In this article, a comprehensive study on mechanical behaviors of nonhomogenous nonuniform size-dependent beams is presented. Beam is modeled with axially functionally graded materials with different types of materials and functions for material variation. Also, the beam is assumed with nonuniform cross-section and scale effects are presented by having both strain gradient and nonlocal effects. Nonuniformity is modelled in several ways by having tapered, parabolic and higher-order cross-section variation in both thickness and width directions. By having these assumptions, a great majority of small-scale beams from uniform homogeneous beams to nonuniform axially functionally graded beams are modeled and formulated.

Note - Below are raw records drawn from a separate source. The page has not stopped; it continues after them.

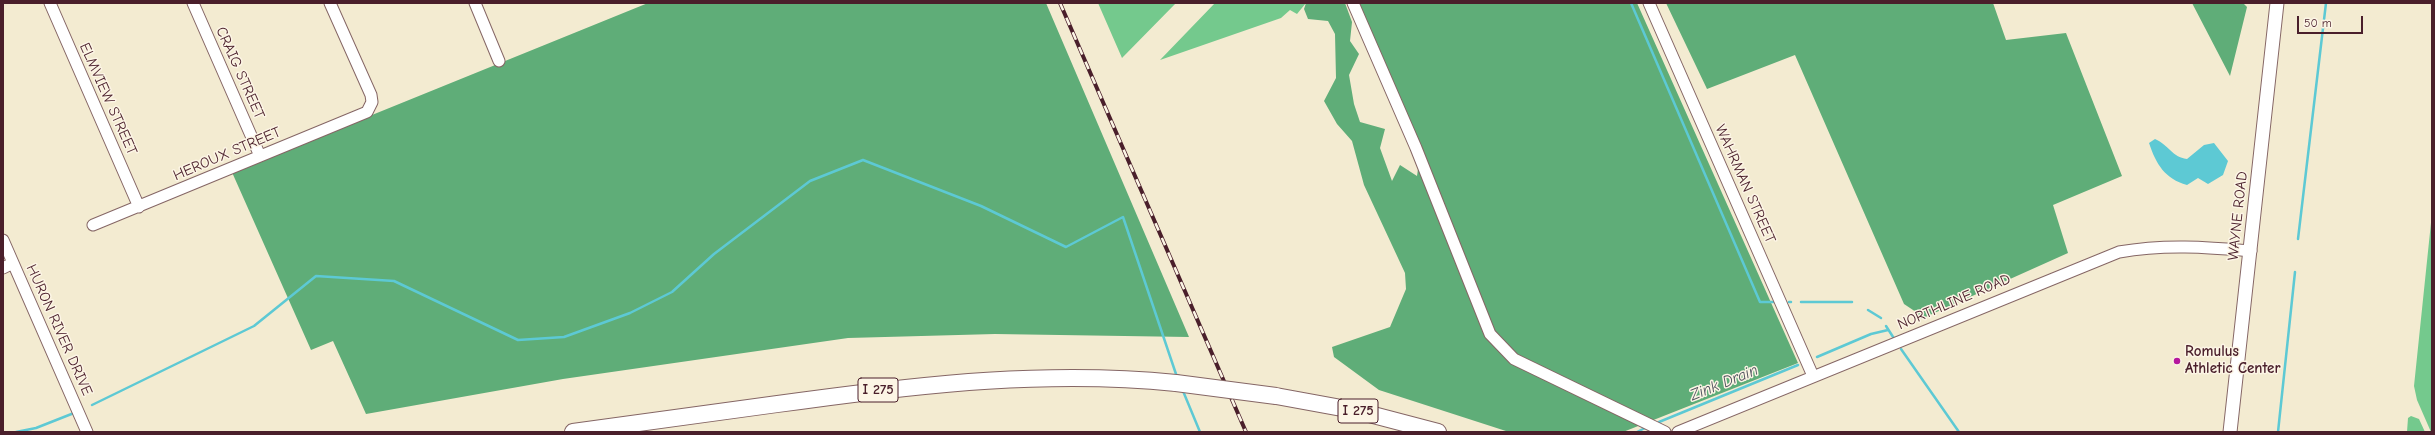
<!DOCTYPE html>
<html>
<head>
<meta charset="utf-8">
<style>
	body { margin:0 }
	#map { position:relative; width:2435px; height:435px; overflow:hidden; background:#f3ebd1; font-family:"Comic Neue",sans-serif }
	canvas { display:block }
	.frame { position:absolute; inset:0; border:4px solid #4a1f2b; pointer-events:none }
	.scale { position:absolute; left:2297px; top:16px; width:66px; height:18px; box-sizing:border-box; border:2px solid #4a1f2b; border-top:0; padding-left:5px; font-size:12px; line-height:14px; white-space:nowrap; color:#4a1f2b; -webkit-text-stroke:3px #fcf5e5; paint-order:stroke }
</style>
</head>
<body>
<div id="map">
<canvas width="2435" height="435"></canvas>
<div class="frame"></div>
<div class="scale">50 m</div>
</div>
<script>
const context = document.querySelector('canvas').getContext('2d');
context.lineJoin = 'round';
function fillPath(path, color) {
  context.fillStyle = color;
  context.fill(path, 'evenodd');
}
function stroke(path, color, width, dash) {
  context.strokeStyle = color;
  context.lineWidth = width;
  context.lineCap = dash ? 'butt' : 'round';
  context.setLineDash(dash || []);
  context.stroke(path);
}
function label(font, color, halo, rows, align = 'center') {
  context.font = font + ' "Comic Neue",sans-serif';
  context.lineWidth = 3;
  context.setLineDash([]);
  context.textBaseline = 'middle';
  context.strokeStyle = halo;
  context.fillStyle = color;
  for (const [text, x, y, turn = 0] of rows) {
    context.save();
    context.translate(x, y);
    context.rotate((+turn || 0) * Math.PI / 180);
    context.textAlign = isNaN(turn) ? turn : align;
    if (halo) context.strokeText(text, 0, 0);
    context.fillText(text, 0, 0);
    context.restore();
  }
}
const green = new Path2D(`
	M1098 3H1176L1122 58Z
	M1215 3H1306L1297 14 1290 10 1281 18 1160 60Z
	M2432 213V432H2431L2417 400 2414 386Z
	M2411 416 2419 419 2425 432H2407L2408 418Z`);
const forest = new Path2D(`
	M648 3H1046L1189 337 995 334 848 338 563 379 366 414 333 341 311 350 231 170 369 112 372 115Z
	M1306 3H1345L1352 22 1350 41 1359 54 1349 75 1354 104 1360 122 1385 129 1380 148 1392 181 1400 165 1417 176 1420 155 1357 3H1637L1798 363 1623 432H1509L1379 390 1334 357 1332 347 1390 327 1406 289 1405 273 1364 185 1352 141 1337 124 1324 101 1336 78 1335 34 1328 21 1308 19 1304 9Z
	M1666 3H1993L2006 40 2066 33 2122 176 2053 205 2068 253 1921 319 1916 312 1904 304 1795 55 1707 89Z
	M2192 3H2243L2247 7 2230 76Z`);
const water = new Path2D(`
	M2155 139C2169 145 2172 157 2187 159L2204 145 2214 143 2228 161 2223 175 2208 184 2198 178 2187 185C2165 179 2156 164 2149 143Z`);
const stream = new Path2D(`
	M1631 3 1760 302H1775
	M2298 239 2326 3
	M1789 302H1791
	M1801 302H1852
	M1868 310 1881 318
	M1886 326 1895 340
	M1901 349 1959 432
	M1817 357 1871 334 1888 330
	M1183 391 1200 432
	M92 405 254 326 316 276 394 281 518 340 564 337 630 313 672 292 714 254 810 181 863 160 981 206 1066 247 1123 217 1177 377
	M1659 422 1798 365
	M16 432 36 428 74 413
	M1637 432 1645 428
	M2278 432 2295 272`);
const minor = new Path2D(`
	M50 3 139 207
	M193 3 260 156
	M475 3 499 61
	M1353 3 1416 148 1490 334 1514 359 1665 432
	M1649 3 1813 376
	M93 225 367 112 372 102 371 95 330 3
	M3 240 87 432
	M3 268 13 263
	M1678 432 2119 252C2164 244 2206 247 2251 251`);
const major = new Path2D(`
	M2230 432 2277 3`);
const highway = new Path2D(`
	M1276 396 1358 411 1438 432
	M573 432C648 422 724 411 800 401 925 384 1050 370 1176 383`);
const rail = new Path2D(`
	M1060 3 1246 432`);
const highwayBridge = new Path2D(`
	M1176 383 1276 396`);
const markers = [
	[2177,361,4,"#b5179e"]
];
const shields = [
	[878,390,40],
	[1358,411,40]
];
const shieldNames = [
	["I 275",878,390],
	["I 275",1358,411]
];
const streetNames = [
	["CRAIG STREET",240,73,66],
	["ELMVIEW STREET",108,99,66],
	["HEROUX STREET",227,154,-23],
	["WAHRMAN STREET",1745,184,66],
	["WAYNE ROAD",2238,216,-84],
	["NORTHLINE ROAD",1954,302,-23],
	["HURON RIVER DRIVE",59,330,66]
];
const poiNames = [
	["Romulus",2185,352],
	["Athletic Center",2185,369]
];
const waterNames = [
	["Zink Drain",1724,383,-22]
];
fillPath(green, '#74c98d');
fillPath(forest, '#5fad78');
fillPath(water, '#5dc9d4');
stroke(stream, '#5dc9d4', 2.5);
stroke(minor, '#856665', 13);
stroke(major, '#856665', 15);
stroke(highway, '#856665', 18);
stroke(minor, '#fff', 11);
stroke(major, '#fff', 13);
stroke(highway, '#fff', 16);
stroke(rail, '#4a1f2b', 4);
stroke(rail, '#fcf5e5', 2.5, [8]);
stroke(highwayBridge, '#856665', 18, []);
stroke(highwayBridge, '#fff', 16);
for (const [x, y, r, color] of markers) {
  const dot = new Path2D();
  dot.arc(x, y, r, 0, 2 * Math.PI);
  context.fillStyle = color;
  context.fill(dot);
  stroke(dot, '#fcf5e5', 1.5);
}
for (const [x, y, w] of shields) {
  const box = new Path2D();
  box.roundRect(x - w / 2, y - 12, w, 24, 3);
  context.fillStyle = '#fcf5e5';
  context.fill(box);
  stroke(box, '#4a1f2b', 1);
}
label('bold 14px', '#4a1f2b', null, shieldNames);
label('15px', '#4a1f2b', '#fcf5e5', streetNames);
label('bold 15px', '#4a1f2b', '#fcf5e5', poiNames, 'left');
label('italic 16px', '#50525e', '#fcf5e5', waterNames);
</script>
</body>
</html>
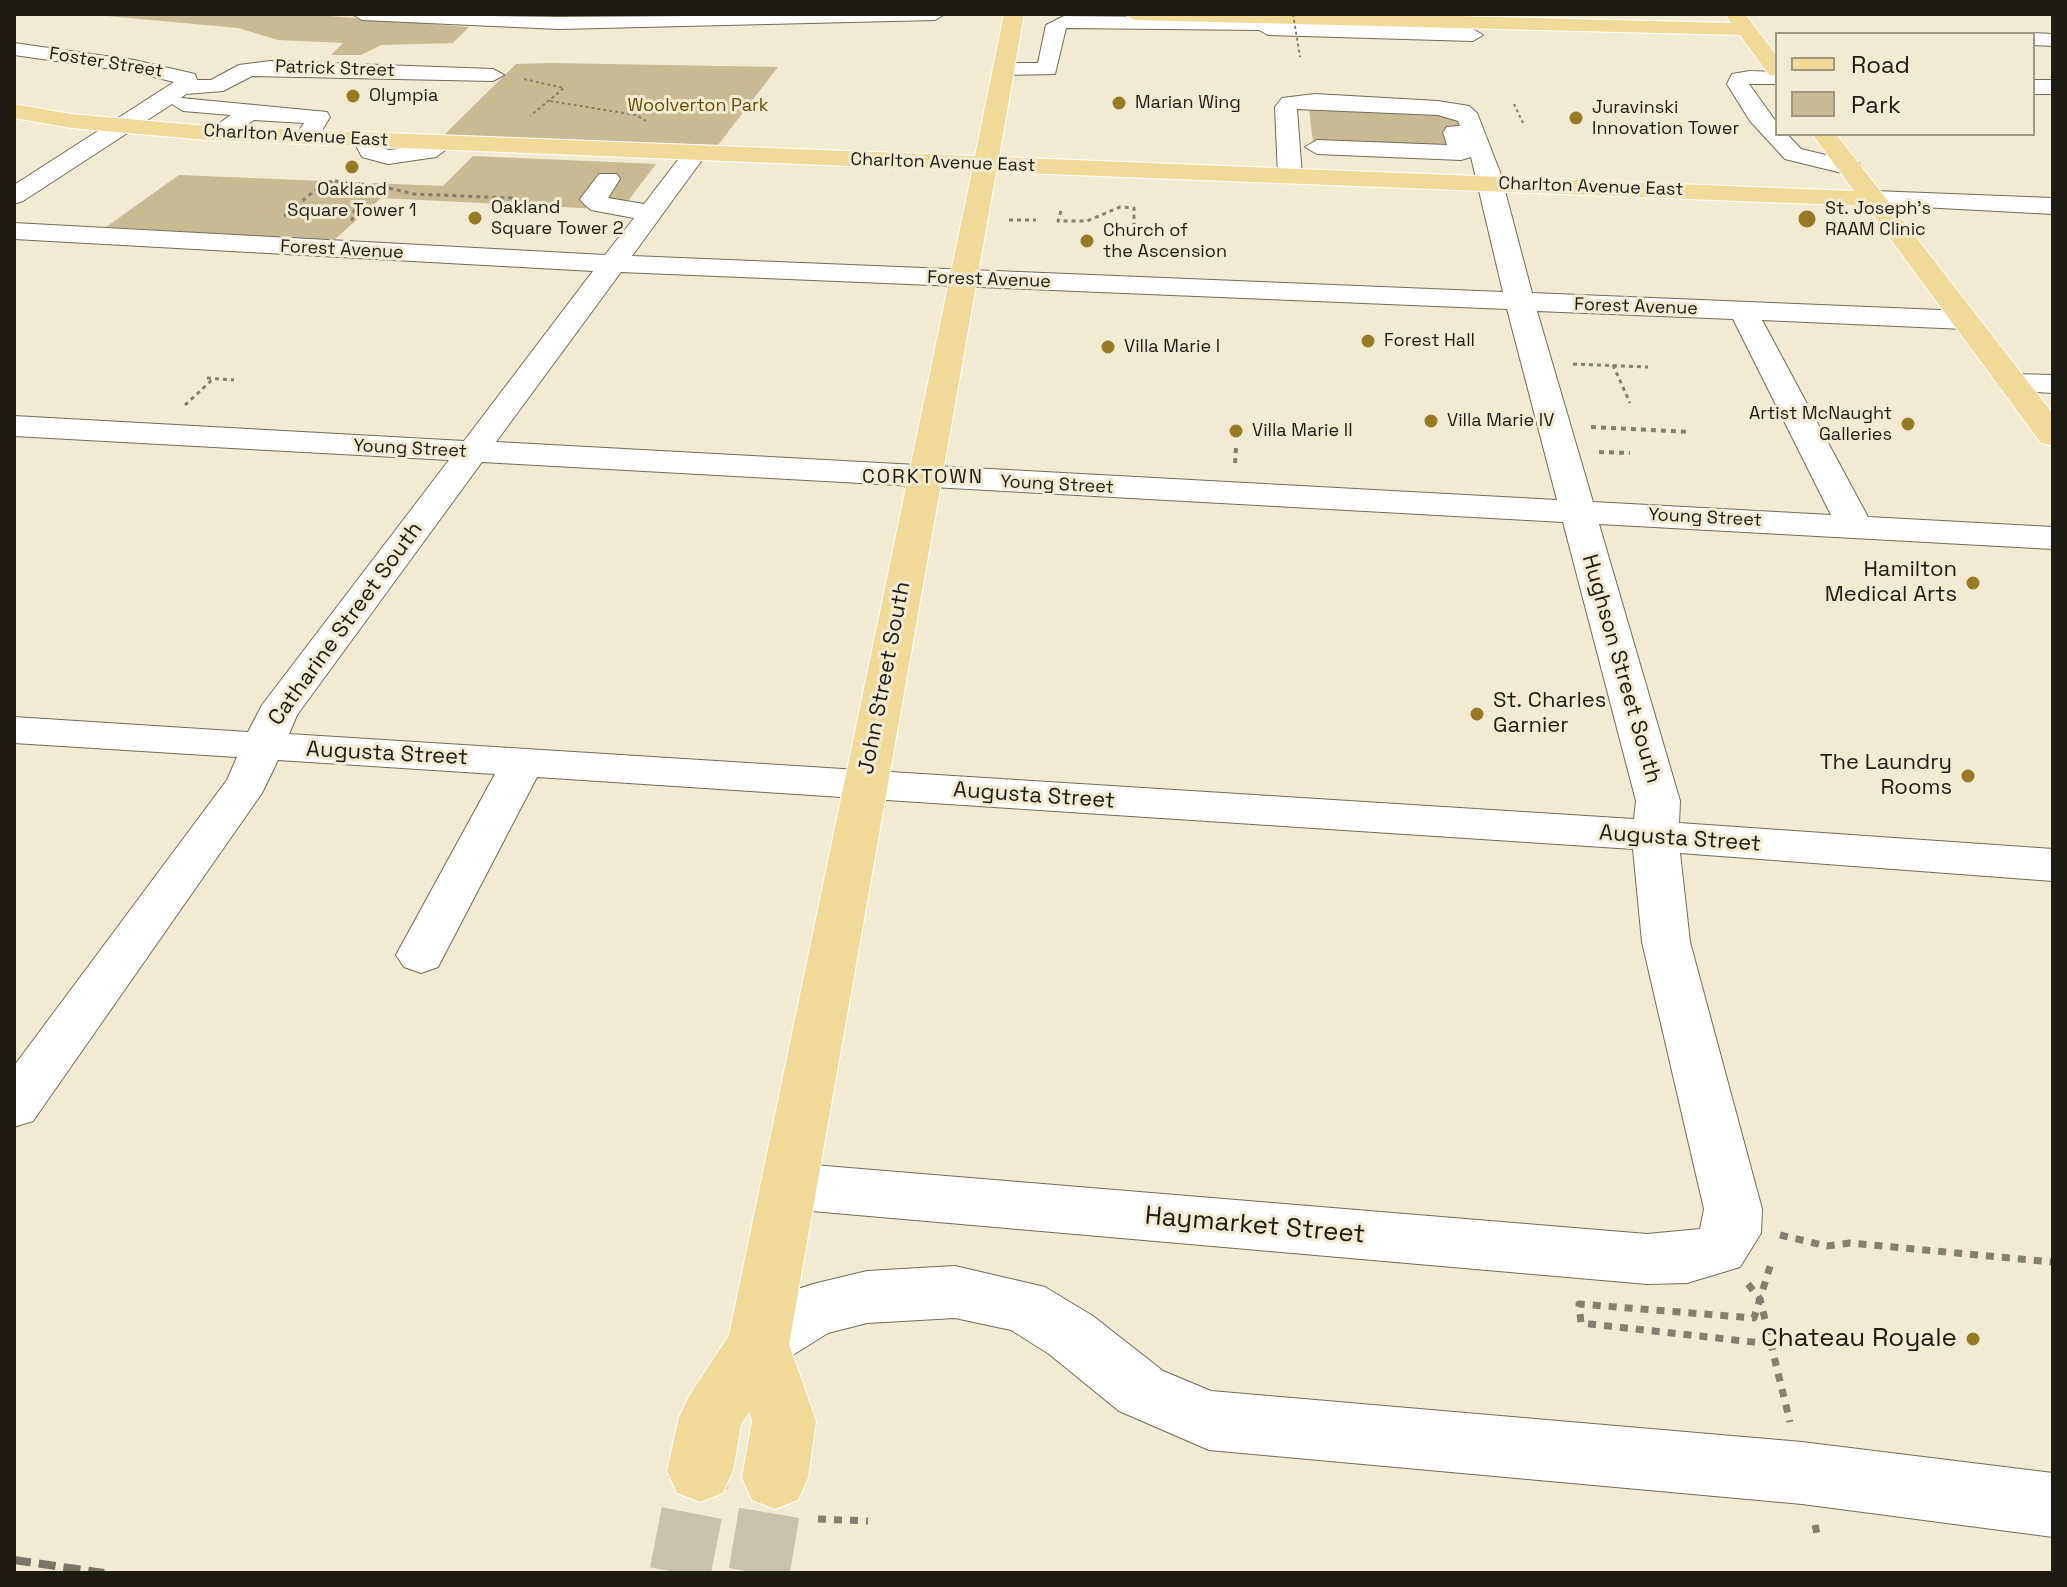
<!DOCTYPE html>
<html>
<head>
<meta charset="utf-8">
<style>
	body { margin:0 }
	#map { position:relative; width:2067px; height:1587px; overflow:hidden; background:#f2ead2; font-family:"Space Grotesk",sans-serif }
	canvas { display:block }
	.frame { position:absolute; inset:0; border:16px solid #1e1b13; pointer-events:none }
	.legend { position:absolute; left:1775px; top:32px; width:260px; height:104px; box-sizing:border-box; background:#f2ead2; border:2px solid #9d9786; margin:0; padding:10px 14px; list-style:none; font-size:24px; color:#1e1b13 }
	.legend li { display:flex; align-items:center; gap:16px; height:40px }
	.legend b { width:40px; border:2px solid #9d9786 }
</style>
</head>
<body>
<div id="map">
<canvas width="2067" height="1587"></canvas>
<div class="frame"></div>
<ul class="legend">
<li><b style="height:10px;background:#f1da98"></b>Road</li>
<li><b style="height:22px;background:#c9ba94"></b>Park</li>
</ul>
</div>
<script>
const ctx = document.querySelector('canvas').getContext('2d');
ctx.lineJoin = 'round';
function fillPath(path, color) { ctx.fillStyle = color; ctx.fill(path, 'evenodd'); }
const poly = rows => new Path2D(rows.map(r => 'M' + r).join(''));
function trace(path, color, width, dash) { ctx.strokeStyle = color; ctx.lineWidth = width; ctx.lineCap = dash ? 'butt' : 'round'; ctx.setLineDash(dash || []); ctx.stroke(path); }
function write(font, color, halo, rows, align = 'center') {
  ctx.font = font + ' "Space Grotesk",sans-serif'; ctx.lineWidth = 6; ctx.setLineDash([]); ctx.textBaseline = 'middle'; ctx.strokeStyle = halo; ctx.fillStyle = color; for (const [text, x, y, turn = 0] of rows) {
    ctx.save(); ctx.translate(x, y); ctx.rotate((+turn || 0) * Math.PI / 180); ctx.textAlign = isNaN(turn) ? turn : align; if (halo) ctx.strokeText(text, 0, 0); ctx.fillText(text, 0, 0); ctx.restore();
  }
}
fillPath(poly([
	[85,14,304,14,469,27,453,43,381,45,361,55,331,55,343,43,278,40,238,28],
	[516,64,552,63,778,67,718,145,442,137],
	[1309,109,1449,114,1460,117,1467,131,1453,146,1313,142],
	[473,156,656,164,621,210,381,198,334,240,106,227,179,175,443,186]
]), '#c9ba94');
trace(poly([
	[680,1573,700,1471],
	[759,1573,775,1478]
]), '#c8c1ac', 61, [61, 30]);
const minor = poly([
	[352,14,559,17,945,14,935,20,559,29,362,20,352,14],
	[1257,14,1277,14,1278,23,1473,29,1483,35,1473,41,1268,35,1259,30,1066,28,1055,74,1006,75,995,69,1006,63,1038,63,1046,25,1064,16,1257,18,1257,14],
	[2033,33,2053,34,2053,46,2033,45,2033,34,2029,34,2033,33],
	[14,43,134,60,195,74,197,80,211,80,239,65,270,61,493,69,504,75,493,81,252,76,223,91,186,94,181,98,327,112,330,117,315,142,307,144,295,137,304,123,254,120,228,138,212,138,208,133,212,128,231,115,183,111,172,104,23,201,14,204,14,185,174,82,134,72,14,55,14,43],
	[1750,71,1777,72,1777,84,1749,84,1777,123,1777,134,1787,134,1801,149,1859,163,1862,168,1859,173,1850,175,1785,159,1750,121,1727,84,1732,74,1750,71],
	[2033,80,2053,80,2053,94,2033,94,2033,80],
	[1315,94,1438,101,1469,106,1477,113,1500,172,1532,293,1964,311,1974,314,1979,320,1974,326,1964,329,1762,320,1868,517,2053,527,2053,549,1599,524,1680,801,1679,823,2053,849,2053,881,1680,853,1690,942,1762,1209,1761,1233,1740,1267,1687,1283,1647,1284,789,1209,769,1202,761,1186,769,1170,789,1163,1647,1234,1700,1229,1704,1209,1642,942,1633,849,537,777,438,967,421,973,404,967,396,955,495,774,278,760,262,793,33,1121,14,1127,14,1066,227,780,237,757,14,743,14,717,248,732,262,705,449,460,14,436,14,416,464,441,593,271,14,239,14,223,605,255,634,218,591,210,584,204,580,199,599,174,617,174,620,179,608,198,644,204,687,148,695,146,707,153,632,256,1503,292,1471,157,1461,160,1317,154,1305,147,1317,140,1447,145,1443,132,1447,127,1460,126,1458,121,1438,115,1297,109,1302,176,1299,181,1281,181,1278,176,1275,107,1282,98,1315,94],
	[621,272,1507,309,1557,500,496,442,621,272],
	[1537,311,1733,319,1831,515,1593,502,1537,311],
	[482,462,1563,522,1636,801,1634,819,289,734,297,715,482,462],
	[365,133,373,135,380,147,389,150,422,146,443,136,455,143,436,157,388,164,362,157,353,140,365,133],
	[1874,191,2053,198,2053,214,1865,204,1861,199,1865,194,1874,191],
	[2013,374,2053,375,2053,393,2002,390,1997,383,2002,376,2013,374],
	[955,1266,1045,1287,1093,1316,1163,1371,1211,1391,1802,1442,2053,1473,2053,1537,1802,1504,1209,1450,1119,1411,1049,1354,1011,1330,955,1318,867,1323,828,1333,780,1363,758,1371,736,1363,727,1344,736,1325,792,1291,813,1284,867,1271,955,1266]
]);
const major = poly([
	[1004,14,1024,14,999,157,1854,191,1812,134,1836,134,2053,414,2053,446,2041,443,1866,206,996,172,789,1344,816,1421,808,1478,798,1500,775,1509,752,1500,742,1478,752,1421,749,1412,741,1425,733,1471,723,1493,700,1502,677,1493,667,1471,679,1417,689,1396,729,1335,972,171,207,140,71,128,14,118,14,104,71,114,207,126,975,156,1004,14],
	[1124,14,1377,14,1731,23,1725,14,1745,14,1777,56,1777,76,1769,75,1740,35,1134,20,1124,14]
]);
trace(minor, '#736b57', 2);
trace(major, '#fff', 2);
trace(poly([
	[524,79,564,88,530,116],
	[550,101,636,115,646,121],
	[1514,104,1523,123]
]), '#857f70', 2, [3, 3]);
trace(poly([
	[335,181,360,184],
	[389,188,414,194,512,198,507,203],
	[1061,211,1058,221,1087,221,1120,207,1134,208,1134,229],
	[284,216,324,183,335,181],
	[1009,220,1036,220],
	[352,221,360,184,379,187],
	[1573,364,1648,367],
	[1613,365,1630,403],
	[207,378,234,380],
	[185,405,213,379]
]), '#857f70', 3, [4, 4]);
trace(poly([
	[1591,427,1690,432],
	[1599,452,1630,453],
	[1235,463,1236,448]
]), '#857f70', 4, [5, 5]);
trace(poly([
	[1780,1235,1827,1246,1850,1243,2053,1262],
	[1748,1284,1760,1299,1790,1422],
	[1771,1344,1581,1323,1579,1304,1754,1318,1772,1260],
	[818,1519,868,1521],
	[1815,1525,1818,1538]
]), '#857f70', 7, [8, 8]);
fillPath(minor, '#fff');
fillPath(major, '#f1da98');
trace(poly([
	[14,1560,104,1573]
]), '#7a7566', 8, [17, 8]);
trace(poly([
	[1293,14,1300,57]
]), '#857f70', 2, [3, 3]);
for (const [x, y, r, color] of [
	[353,96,8,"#977a23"],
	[1119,103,8,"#977a23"],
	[1576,118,8,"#977a23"],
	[352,167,8,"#977a23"],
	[475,218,8,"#977a23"],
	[1807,219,10,"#977a23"],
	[1087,241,8,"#977a23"],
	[1368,341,8,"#977a23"],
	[1108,347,8,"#977a23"],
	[1431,421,8,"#977a23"],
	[1908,424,8,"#977a23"],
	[1236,431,8,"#977a23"],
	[1973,583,8,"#977a23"],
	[1477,714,8,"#977a23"],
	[1968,776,8,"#977a23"],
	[1973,1339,8,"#977a23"]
]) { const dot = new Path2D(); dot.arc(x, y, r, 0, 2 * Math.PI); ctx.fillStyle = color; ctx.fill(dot); trace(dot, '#f2ead2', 3); }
write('18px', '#1e1b13', '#f2ead2', [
	["Foster Street",106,63,9],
	["Patrick Street",335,69,2],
	["Charlton Avenue East",296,136,3],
	["Charlton Avenue East",943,163,2],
	["Charlton Avenue East",1591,187,2],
	["Forest Avenue",342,250,3],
	["Forest Avenue",989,280,2],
	["Forest Avenue",1636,307,2],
	["Young Street",410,449,3],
	["Young Street",1057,485,3],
	["Young Street",1705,518,3]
]);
write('18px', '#1e1b13', '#f2ead2', [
	["Olympia",369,96],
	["Marian Wing",1135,103],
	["Juravinski",1592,108],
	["Innovation Tower",1592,129],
	["Oakland",352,190,"center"],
	["Square Tower 1",352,211,"center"],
	["Oakland",491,208],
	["Square Tower 2",491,229],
	["St. Joseph's",1825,209],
	["RAAM Clinic",1825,230],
	["Church of",1103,231],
	["the Ascension",1103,252],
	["Forest Hall",1384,341],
	["Villa Marie I",1124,347],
	["Artist McNaught",1892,414,"right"],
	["Galleries",1892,435,"right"],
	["Villa Marie IV",1447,421],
	["Villa Marie II",1252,431]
], 'left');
write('18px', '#644e01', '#f2ead2', [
	["Woolverton Park",698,106]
]);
ctx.letterSpacing = '2px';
write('20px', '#1e1b13', '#f2ead2', [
	["CORKTOWN",923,478]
]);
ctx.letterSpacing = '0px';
write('22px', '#1e1b13', '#f2ead2', [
	["Hamilton",1957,570],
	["Medical Arts",1957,595],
	["St. Charles",1493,701,"left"],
	["Garnier",1493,726,"left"],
	["The Laundry",1952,763],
	["Rooms",1952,788]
], 'right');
write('22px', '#1e1b13', '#f2ead2', [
	["Catharine Street South",346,624,-54],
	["Hughson Street South",1621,669,74],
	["John Street South",885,678,-79],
	["Augusta Street",387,754,3],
	["Augusta Street",1034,796,4],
	["Augusta Street",1680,839,4]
]);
write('26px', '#1e1b13', '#f2ead2', [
	["Haymarket Street",1255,1226,5]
]);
write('26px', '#1e1b13', '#f2ead2', [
	["Chateau Royale",1957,1339]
], 'right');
</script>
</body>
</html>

For this general beam model, static deformation, stability, and free vibration response, which are the three most important mechanical behaviors of such structures, are investigated. Finite element method in conjunction with numerical integration, Gaussian quadrature method, and Wilson's Lagrangian multiplier are employed to solve different problems investigated in this study by combining different assumptions. In order to show the influence of different parameters on mechanical behavior of such structures, a parametric study is presented and the effects by varying material, cross-section, using different type of functions, etc. on bending, buckling, and free vibration response of size-dependent beams are illustrated. It is seen that by combining different cross-section and material variations through the length, mechanical behavior of nanobeams change significantly which could be a step-forward in optimize designing nanostructures.